Now, of course, the writing has to take a back seat to work and life and all of those other things that I put off. There are lots of scientific papers to write and other duties at work to complete. There’s a house to clean before the in-laws get here for Thanksgiving. There won’t be time to sit down and write anything more for a while, but honestly? That can’t wipe out the sense of accomplishment that this gave me.
I wrote this. I sat down and wrote a story that I like and that I’m happy with, beginning to end. The three days bit was fun and outrageous, but that sense of completion? I would have that whether it had been three days or three years.

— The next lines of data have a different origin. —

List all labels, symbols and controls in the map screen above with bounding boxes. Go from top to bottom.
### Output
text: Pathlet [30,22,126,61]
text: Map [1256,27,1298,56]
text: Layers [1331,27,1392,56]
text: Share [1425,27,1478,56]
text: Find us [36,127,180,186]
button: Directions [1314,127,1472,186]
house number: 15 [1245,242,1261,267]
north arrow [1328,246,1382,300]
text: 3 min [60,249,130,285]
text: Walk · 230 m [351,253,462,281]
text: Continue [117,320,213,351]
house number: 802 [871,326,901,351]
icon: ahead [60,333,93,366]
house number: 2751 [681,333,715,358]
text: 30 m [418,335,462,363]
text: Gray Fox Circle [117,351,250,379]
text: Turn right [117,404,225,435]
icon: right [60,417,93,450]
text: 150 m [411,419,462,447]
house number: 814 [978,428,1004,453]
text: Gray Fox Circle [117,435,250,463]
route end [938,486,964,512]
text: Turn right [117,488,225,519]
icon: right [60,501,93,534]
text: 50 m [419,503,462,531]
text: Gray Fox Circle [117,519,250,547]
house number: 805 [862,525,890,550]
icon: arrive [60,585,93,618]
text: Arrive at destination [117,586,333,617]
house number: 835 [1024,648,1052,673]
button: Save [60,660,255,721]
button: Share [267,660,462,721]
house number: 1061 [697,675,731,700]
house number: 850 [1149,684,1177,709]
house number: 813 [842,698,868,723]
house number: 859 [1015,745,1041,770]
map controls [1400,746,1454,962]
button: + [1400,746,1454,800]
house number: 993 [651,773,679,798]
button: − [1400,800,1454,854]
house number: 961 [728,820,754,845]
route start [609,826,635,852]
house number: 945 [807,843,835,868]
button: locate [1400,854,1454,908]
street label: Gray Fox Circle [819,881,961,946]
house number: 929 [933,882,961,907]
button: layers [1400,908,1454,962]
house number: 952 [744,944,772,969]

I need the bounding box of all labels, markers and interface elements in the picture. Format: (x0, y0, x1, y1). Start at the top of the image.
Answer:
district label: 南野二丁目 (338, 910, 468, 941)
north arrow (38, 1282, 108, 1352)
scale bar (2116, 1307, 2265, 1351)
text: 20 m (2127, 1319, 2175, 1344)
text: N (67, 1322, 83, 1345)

It’s been a while since I’ve felt that satisfied. Like many writers, I have a hard-drive full of unfinished drafts and false starts, and sometimes I go back in my weaker moments to try and recapture the creative energy that seemed to come from those beginnings. I’ve often felt a strange nostalgia in reading these – a sense of the possibility that the story held, and a moment of sadness that it didn’t seem to take off from the ground. There were always reasons why they didn’t work – a plot point too unbelievable, a character too unsympathetic – but there was always some spark there, and I sometimes wish I could take those fragments and keep going on them.
Maybe someday.
But there comes a point when you need to finish something, and when you do, even if it’s not as exciting as publication, it always feels like the biggest thing in the whole world. This is the first story I’ve finished in a long, long time, let alone something I’m happy with, and I’m looking forward to letting it stew for a while before tackling it with an even greater vigour, trying to craft it into something even more than it is now.
I’d love to hear how other people feel when they finish. Do you get pleased with yourself, like I do, or does it just spur you on to greater things? What’s been the most accomplished moment you’ve had lately with your writing?